The Tennessee Cattlemen’s Association (TCA) awarded eight individuals for their hard work and dedication to the beef cattle industry during the 34th Annual Tennessee Cattlemen’s Convention and Trade Show in Murfreesboro on Jan. 25, 2019.
These awards were created to recognize outstanding individuals in the various sectors of the cattle industry in Tennessee. Nominated by their peers, the awards presented recognized individuals who have excelled in stocker and cow-calf production, educational programs, business, and service to the beef cattle industry.
“Our award winners represent the best of our industry,” said Charles Hord, executive vice president of TCA. “One common theme among all our winners this year was service. They believed in helping their communities, the youth and their fellow cattle producers. We are lucky to have individuals such as these in our association.”
The award winners were:
Dr. Emmit Rawls Outstanding Stocker Producer Award: Blake Holder, Hartsville
Dr. Clyde Lane Outstanding Cow-Calf Producer Award: Greg Buckner, Ten Mile
Dr. Jim Neel Outstanding Work in Beef Extension Educational Programs Award: Larry Mitchell, Meigs County
Business Person of the Year: Steve Medlin, Cookeville
Outstanding FFA Beef Program: Rod Barnes, Selmer
TCA President’s Award: Lauren Neale, Director of Communications for TCA
John Bartee Distinguished Service Award: Lafayette Williams, Knoxville
TCA Legislator of the Year: Rep. David Kustoff, U.S. House of Representatives for Tennessee’s 8th Congressional District
These individuals were presented a commemorative plaque during the Awards Luncheon, which was attended by near 1,000 convention attendees.
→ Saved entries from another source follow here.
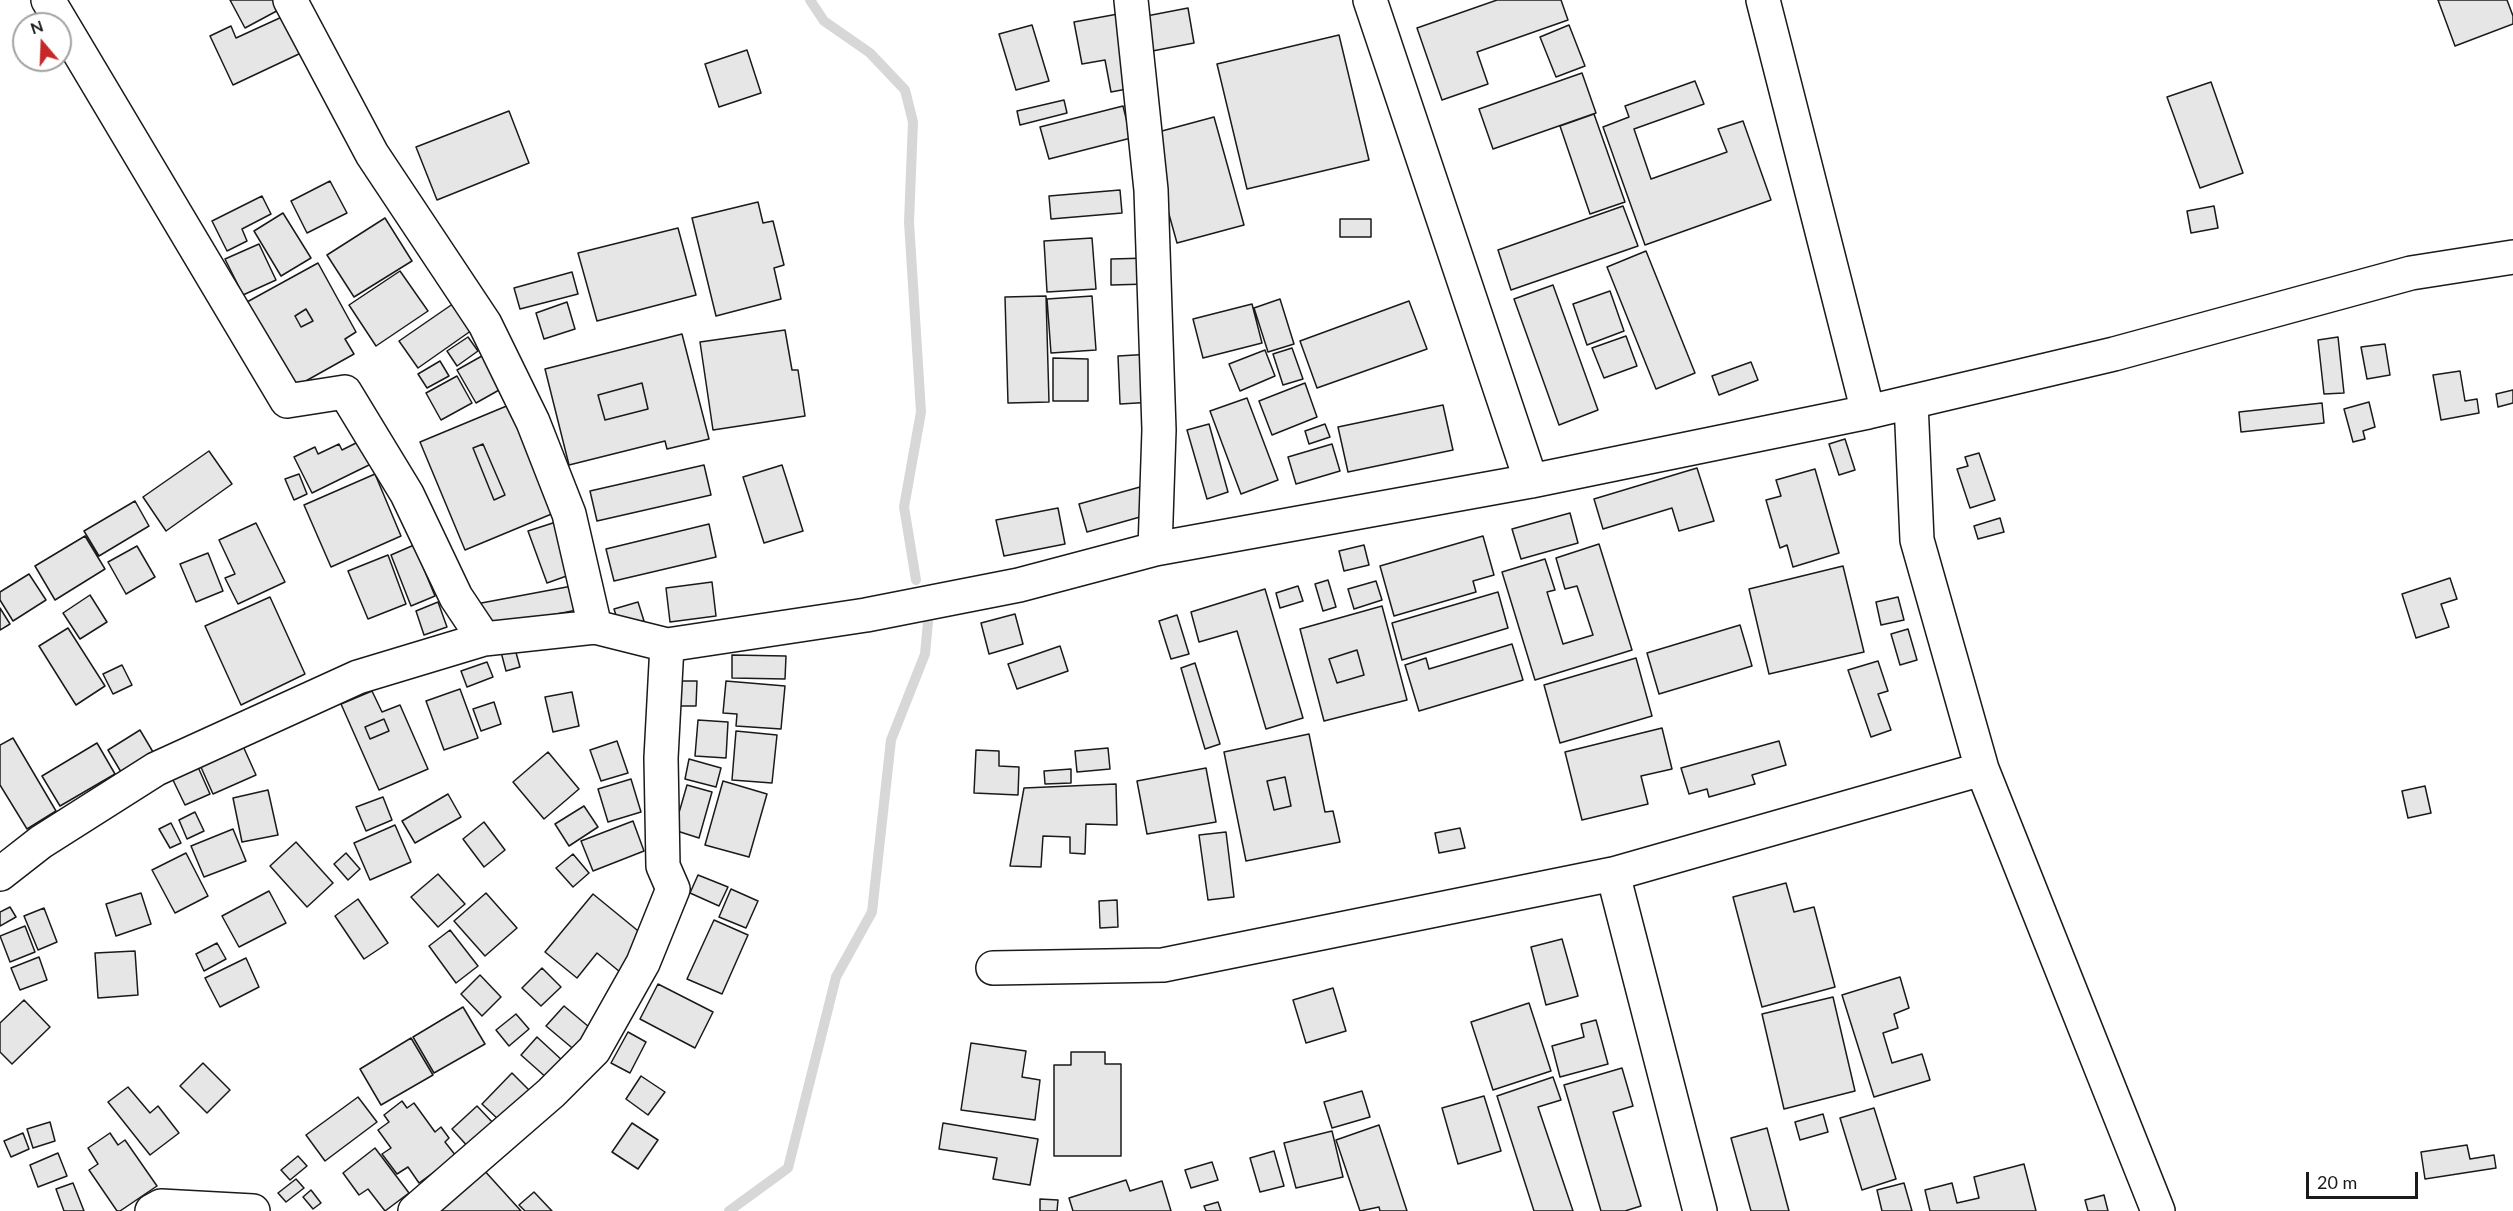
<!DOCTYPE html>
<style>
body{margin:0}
#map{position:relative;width:2513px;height:1211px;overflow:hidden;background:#fff;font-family:Lato,sans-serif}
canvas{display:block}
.north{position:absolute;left:12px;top:12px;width:60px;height:60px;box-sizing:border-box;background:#fff;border:2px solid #a3a3a3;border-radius:50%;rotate:341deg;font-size:16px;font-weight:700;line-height:24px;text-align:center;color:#1a1a1a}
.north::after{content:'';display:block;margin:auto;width:21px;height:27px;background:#c62828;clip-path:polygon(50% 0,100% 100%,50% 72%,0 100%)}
.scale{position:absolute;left:2306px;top:1172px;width:112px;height:27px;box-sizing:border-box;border:3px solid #1a1a1a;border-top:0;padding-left:8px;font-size:18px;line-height:21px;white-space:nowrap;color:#1a1a1a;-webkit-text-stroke:4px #fff;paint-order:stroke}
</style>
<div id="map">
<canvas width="2513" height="1211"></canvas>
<div class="north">N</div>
<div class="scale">20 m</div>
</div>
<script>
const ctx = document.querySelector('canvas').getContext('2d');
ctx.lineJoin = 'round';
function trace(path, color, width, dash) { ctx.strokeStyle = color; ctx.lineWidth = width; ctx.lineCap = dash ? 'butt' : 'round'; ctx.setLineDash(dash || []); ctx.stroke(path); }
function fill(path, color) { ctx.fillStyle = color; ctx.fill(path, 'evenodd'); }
trace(new Path2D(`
 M810 0 824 21 870 53 905 90 913 122 909 222 921 412 904 507 916 580
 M729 1211 788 1168 836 977 872 912 891 740 925 654 928 622`), '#d7d7d7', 10);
const building = new Path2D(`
 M230 0H283L286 6 245 28Z
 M1497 0H1561L1568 20 1477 52 1488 84 1442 100 1417 28Z
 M2438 0H2507L2513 16V24L2455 46Z
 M1188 8 1194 43 1142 53 1136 18Z
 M1118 14 1132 88 1111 92 1105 60 1082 64 1074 22Z
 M284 16 301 53 233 85 210 36 231 26 236 38Z
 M1032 25 1049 81 1016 90 999 34Z
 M1569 25 1585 66 1556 77 1540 37Z
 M1339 35 1369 160 1247 189 1217 64Z
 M747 50 761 93 719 107 705 64Z
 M1582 73 1596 113 1493 149 1479 109Z
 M1695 81 1704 104 1634 129 1651 179 1727 152 1718 129 1743 121 1771 200 1645 245 1603 127 1629 117 1625 106Z
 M2211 82 2243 173 2200 188 2167 97Z
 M1064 100 1067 113 1020 125 1017 111Z
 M1123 106 1131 138 1049 159 1040 127Z
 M509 111 529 163 437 200 416 147Z
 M1594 114 1625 202 1590 214 1560 126Z
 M1214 117 1244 225 1177 243 1147 135Z
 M330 181 347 213 307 233 291 201Z
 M1120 190 1122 213 1051 219 1049 196Z
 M262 196 271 214 242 229 247 241 227 251 212 221Z
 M758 202 763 223 773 221 784 265 774 268 781 299 716 316 692 218Z
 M1623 206 1638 246 1511 290 1498 250Z
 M2214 206 2218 228 2191 233 2187 211Z
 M283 213 311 258 281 276 254 231Z
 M385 218 412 261 354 297 327 255Z
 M1340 219H1371V237H1340Z
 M678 228 696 295 597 321 578 253Z
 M1092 238 1096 289 1047 292 1044 241Z
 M259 244 276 280 243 295 225 259Z
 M1646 251 1695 373 1656 389 1607 267Z
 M1148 258V284L1111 285V259Z
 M318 263 356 332 345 339 354 354 295 387 247 302ZM306 309 313 321 301 327 295 316Z
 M400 271 428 311 376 346 349 305Z
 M572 272 578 294 520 309 514 288Z
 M1553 285 1598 410 1559 425 1514 299Z
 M1610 291 1624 331 1587 345 1573 304Z
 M1046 296 1049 402 1008 403 1005 297Z
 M1092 296 1096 350 1051 353 1047 299Z
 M1280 299 1294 344 1268 352 1254 308Z
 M457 301 475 328 418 368 399 341Z
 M1409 301 1427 349 1317 388 1300 341Z
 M567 302 575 329 544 339 536 313Z
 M1252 304 1262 343 1203 358 1193 319Z
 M306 309 313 321 301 327 295 316Z
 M785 330 792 370H798L805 416 713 430 700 342Z
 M682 334 709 439 667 449 665 441 569 465 545 369ZM642 383 648 409 605 420 598 395Z
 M1626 336 1637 366 1604 378 1592 348Z
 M468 337 478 351 457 366 447 351Z
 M2338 337 2344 393 2324 394 2318 340Z
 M2385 344 2390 375 2367 379 2361 347Z
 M1292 348 1303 379 1283 385 1273 354Z
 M1265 350 1275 376 1240 391 1229 364Z
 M489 352 508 385 476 403 457 370Z
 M1152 354 1154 402 1120 404 1118 356Z
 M1053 358 1088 359V401H1053Z
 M440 361 449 376 427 388 418 374Z
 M1751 362 1758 380 1719 395 1712 376Z
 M2460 371 2465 401 2477 399 2479 413 2441 420 2433 375Z
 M457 376 472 403 441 420 426 393Z
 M642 383 648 409 605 420 598 395Z
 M1305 383 1317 417 1272 435 1259 401Z
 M2513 390V403L2498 407 2496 394Z
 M1247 398 1278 480 1241 494 1210 411Z
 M2369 402 2375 427 2363 431 2365 439 2353 442 2344 409Z
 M2322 403 2324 423 2241 432 2239 412Z
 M509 405 554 513 465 550 420 442ZM483 444 505 495 494 500 473 448Z
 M1443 405 1453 450 1348 472 1338 427Z
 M1209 424 1228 492 1207 499 1187 430Z
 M1325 424 1330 437 1309 444 1305 431Z
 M1845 439 1855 470 1839 475 1829 444Z
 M360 441 371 464 312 493 294 457 315 447 318 454 339 444 342 450Z
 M483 444 505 495 494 500 473 448Z
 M1332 444 1340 471 1296 484 1288 457Z
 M209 451 232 484 166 531 143 497Z
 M1979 453 1995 500 1970 508 1957 469 1968 466 1965 457Z
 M704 465 711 495 597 521 590 491Z
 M782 465 803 531 764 543 743 477Z
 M1697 468 1714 521 1679 531 1672 508 1603 529 1594 499Z
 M1815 469 1839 553 1793 567 1787 545 1780 548 1766 500 1781 496 1776 480Z
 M299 474 307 494 294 500 285 479Z
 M375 474 401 536 331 567 304 505Z
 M1140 487 1147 515 1087 532 1079 504Z
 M135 501 149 526 99 556 84 531Z
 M1058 508 1065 544 1004 556 996 520Z
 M1570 513 1578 543 1521 559 1512 529Z
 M2000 518 2004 532 1978 539 1974 526Z
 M556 522 575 573 547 583 528 531Z
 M256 523 285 582 238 604 225 578 235 574 219 540Z
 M709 524 716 557 614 581 606 549Z
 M85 536 105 569 55 600 35 566Z
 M1483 536 1494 575 1473 581 1476 592 1394 616 1380 566Z
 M1599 544 1632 650 1535 680 1502 572 1545 559 1555 590 1547 592 1563 644 1593 635 1577 586 1565 589 1556 558Z
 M414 545 435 596 411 606 391 555Z
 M1364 545 1369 565 1344 571 1339 551Z
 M137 546 155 577 126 594 108 562Z
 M208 553 223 591 196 602 180 564Z
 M388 555 406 604 368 619 348 571Z
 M1843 566 1864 652 1769 674 1749 589Z
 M29 574 46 600 13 621 0 600V592Z
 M2450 578 2457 599 2441 604 2449 627 2416 638 2402 594Z
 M1328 580 1336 607 1323 611 1315 584Z
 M1376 581 1382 600 1354 609 1348 589Z
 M712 582 716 616 670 622 666 588Z
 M572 586 577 610 481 629 476 604Z
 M1298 586 1303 601 1280 608 1276 593Z
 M1265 589 1303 718 1266 729 1237 631 1199 642 1191 612Z
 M1498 592 1508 628 1402 660 1392 623Z
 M90 595 107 622 80 639 63 613Z
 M270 597 305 674 241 705 205 626Z
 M1898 597 1904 620 1881 625 1876 602Z
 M438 602 447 627 424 635 416 611Z
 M638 602 644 621 620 628 614 609Z
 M1382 606 1407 700 1324 721 1300 629ZM1357 650 1364 675 1337 683 1329 659Z
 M0 608 10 624 0 630Z
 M1015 614 1023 644 989 654 981 623Z
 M1177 615 1189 654 1171 659 1159 621Z
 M1740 625 1752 666 1659 694 1647 653Z
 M68 628 105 686 76 705 39 646Z
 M1908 629 1917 660 1900 665 1891 634Z
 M1512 644 1523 680 1419 711 1405 665 1426 658 1429 669Z
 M1060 646 1068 671 1017 689 1008 664Z
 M515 649 520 667 506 671 501 652Z
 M1357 650 1364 675 1337 683 1329 659Z
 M732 655 786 656 785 679 732 678Z
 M1636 658 1652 716 1560 743 1544 685Z
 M1878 661 1888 691 1878 694 1891 730 1871 737 1848 670Z
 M487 662 493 677 467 687 461 671Z
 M1195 663 1220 744 1205 749 1181 668Z
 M122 665 132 685 113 694 103 674Z
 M680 681H697L696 706H679Z
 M726 681 785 686 781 729 736 726 737 714 723 713Z
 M460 689 478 738 444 750 426 701Z
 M372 691 382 712 400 705 428 769 379 790 341 704ZM384 719 389 731 370 739 365 727Z
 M572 692 579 726 553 732 545 697Z
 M494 702 501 724 481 731 473 709Z
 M384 719 389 731 370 739 365 727Z
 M698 720 728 722 726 758 695 756Z
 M1662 728 1672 769 1641 776 1648 804 1582 820 1565 752Z
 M140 730 153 752 121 772 108 750Z
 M736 731 777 735 772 783 732 780Z
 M1309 734 1325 812 1333 811 1340 842 1246 861 1224 752ZM1285 777 1291 806 1274 810 1267 781Z
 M13 738 56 811 27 829 0 785V745Z
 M617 741 628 773 601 781 590 750Z
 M1779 741 1786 765 1752 775 1755 784 1709 797 1707 789 1689 794 1681 768Z
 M97 743 115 774 60 806 42 776Z
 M243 746 256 775 213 794 200 765Z
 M1108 748 1110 769 1077 772 1075 751Z
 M976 750 999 751V766L1019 767 1018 795 974 793Z
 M548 752 579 789 544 819 513 782Z
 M689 759 721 768 716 787 685 779Z
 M198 767 210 794 185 805 172 778Z
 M1206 768 1216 822 1147 834 1137 781Z
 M1071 769V783L1045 784 1044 771Z
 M1285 777 1291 806 1274 810 1267 781Z
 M631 779 641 812 608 822 598 789Z
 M723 781 767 794 749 857 705 845Z
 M1116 784 1117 825 1086 824 1085 854 1070 853V837L1043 836 1041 867 1010 866 1024 788Z
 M687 785 712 792 699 838 674 830Z
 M2425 786 2431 813 2408 818 2402 791Z
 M268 790 278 835 242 842 233 798Z
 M448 794 461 817 415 843 402 821Z
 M383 797 392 820 366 831 356 807Z
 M584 806 598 827 569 846 555 824Z
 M195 812 204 831 187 839 179 820Z
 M633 821 644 851 593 871 581 841Z
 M484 822 505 850 484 867 463 839Z
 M171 823 181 843 170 848 159 829Z
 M395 825 411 862 370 880 354 843Z
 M1460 828 1465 848 1439 853 1435 833Z
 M233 829 246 861 204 877 191 846Z
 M1226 832 1234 897 1208 900 1199 835Z
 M296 842 333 883 307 907 270 866Z
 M186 853 208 896 175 913 152 870Z
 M346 853 360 869 348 880 334 864Z
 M573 854 589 873 573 887 556 868Z
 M438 874 465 904 438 927 411 897Z
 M698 875 728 887 719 906 690 893Z
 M1786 883 1794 912 1814 907 1835 987 1762 1007 1733 897Z
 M731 889 758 901 746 928 719 917Z
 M269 891 286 923 239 947 222 916Z
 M141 893 151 924 116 936 106 904Z
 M486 893 517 928 485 956 454 921Z
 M593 894 648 939 620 972 597 953 577 978 545 952Z
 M358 899 388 943 364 959 335 916Z
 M1117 900 1118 927 1100 928 1099 901Z
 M10 907 16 917 0 926V912Z
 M44 908 57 942 38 950 24 916Z
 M714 920 748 935 722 994 687 979Z
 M25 926 35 952 10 962 0 936Z
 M450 930 478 966 456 983 429 946Z
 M1562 939 1578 996 1546 1005 1531 947Z
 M217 943 226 959 204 971 196 954Z
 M135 951 138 995 98 998 95 953Z
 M39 957 47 980 20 990 11 968Z
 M246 958 259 987 220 1007 205 978Z
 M542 968 561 987 541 1006 522 988Z
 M480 975 501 997 482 1016 461 994Z
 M1900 977 1909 1008 1894 1014 1898 1028 1883 1033 1892 1063 1922 1054 1930 1080 1874 1097 1842 995Z
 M658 984 713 1012 695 1048 640 1019Z
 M1333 988 1346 1031 1306 1043 1293 1000Z
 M1833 997 1855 1091 1784 1109 1762 1014Z
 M24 1000 50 1027 12 1064 0 1052V1023Z
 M1529 1003 1551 1071 1493 1090 1471 1022Z
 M564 1006 595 1032 577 1052 546 1026Z
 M463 1007 485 1044 434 1073 413 1037Z
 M516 1014 529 1029 509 1046 496 1030Z
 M1596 1020 1608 1064 1560 1077 1552 1046 1584 1037 1581 1024Z
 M628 1032 646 1042 630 1073 611 1063Z
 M537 1037 563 1061 548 1079 521 1055Z
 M411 1038 433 1075 381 1105 360 1069Z
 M971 1043 1026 1051 1022 1077 1040 1080 1035 1120 961 1110Z
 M1071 1052H1105V1064H1121V1156H1054V1065H1071Z
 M203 1063 230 1090 207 1113 180 1086Z
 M1622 1068 1633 1106 1613 1112 1641 1206 1625 1211H1601L1564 1085Z
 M512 1073 529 1090 499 1120 482 1104Z
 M641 1076 665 1092 648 1115 626 1099Z
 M1553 1077 1561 1100 1538 1107 1573 1211H1534L1497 1096Z
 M128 1087 150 1113 158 1106 179 1133 150 1155 108 1102Z
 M1362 1091 1370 1117 1332 1128 1324 1102Z
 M1484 1096 1501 1151 1458 1164 1442 1108Z
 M358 1097 377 1122 325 1161 306 1135Z
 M402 1101 407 1108 414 1103 435 1132 441 1127 449 1138 445 1142 456 1156 419 1183 408 1167 397 1174 382 1154 391 1148 378 1130 389 1122 384 1115Z
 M477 1106 495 1125 470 1149 452 1129Z
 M1874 1108 1896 1179 1862 1190 1840 1118Z
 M1823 1114 1828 1132 1800 1140 1795 1122Z
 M50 1122 55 1141 33 1148 27 1129Z
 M632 1123 658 1140 638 1169 612 1152Z
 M943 1123 1038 1139 1030 1185 993 1179 997 1158 939 1149Z
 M1379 1125 1407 1211H1380L1379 1207 1360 1211 1336 1140Z
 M1767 1128 1789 1211H1751L1731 1138Z
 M1332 1131 1343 1177 1296 1188 1284 1143Z
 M23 1133 29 1149 11 1157 4 1141Z
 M110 1133 118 1145 125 1140 157 1186 120 1211H117L89 1170 98 1164 88 1148Z
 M2467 1145 2470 1159 2494 1155 2496 1168 2425 1179 2421 1152Z
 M375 1148 409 1193 385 1211 368 1189 359 1195 343 1173Z
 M1274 1151 1284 1186 1260 1192 1250 1158Z
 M58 1153 67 1176 38 1187 30 1165Z
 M298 1156 307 1166 290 1180 281 1170Z
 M1212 1162 1218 1180 1191 1188 1185 1170Z
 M2024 1164 2036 1211H1930L1925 1190 1952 1183 1957 1203 1979 1198 1974 1177Z
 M483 1169 521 1211H434Z
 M296 1179 304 1188 286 1202 278 1193Z
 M1126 1180 1130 1191 1162 1181 1171 1211H1073L1069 1198Z
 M73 1183 84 1211H64L56 1189Z
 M1904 1183 1912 1211H1882L1877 1190Z
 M311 1190 321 1203 313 1209 303 1197Z
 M534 1192 552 1211H525L519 1205Z
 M2104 1195 2108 1211H2088L2085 1200Z
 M1040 1199 1058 1200 1057 1211H1040Z
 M1218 1202 1221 1211H1206L1204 1206Z`);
fill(building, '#e6e6e6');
trace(building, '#1a1a1a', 1.5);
const street = new Path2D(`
 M48 0 287 401 345 392 407 494 456 597 484 639
 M290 0 372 154 485 324 533 422 569 514 595 627
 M1131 0 1151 190 1159 430 1155 549
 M1370 0 1531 481
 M1763 0 1868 412
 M1911 402 1917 540 1982 769 2158 1211
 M0 874 41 842 156 769 358 677 484 639 595 627 667 645 866 615 1019 585 1155 549 1531 481 1868 412 2114 354 2411 273 2513 257
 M1613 874 1700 1211
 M993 968 1163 965 1613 874 1982 769
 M152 1211 161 1206 253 1211
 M415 1211 551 1093 594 1050 643 963 673 889 663 866 661 758 667 645`);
trace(street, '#1a1a1a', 36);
trace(street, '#fff', 33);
</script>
TCA looks forward to working with these individuals and other great people in the cattle industry for years to come. Applications for next year’s awards will be available in the fall of 2019.
TCA was founded in 1985 and has more than 7,000 members from across the state and the southeast. The organization works to provide the cattlemen of Tennessee with an organization through which they may function collectively to protect their interests and work toward the solution of cattle industry problems and to build the necessary goodwill that will bring both governmental esteem and recognition to the industry.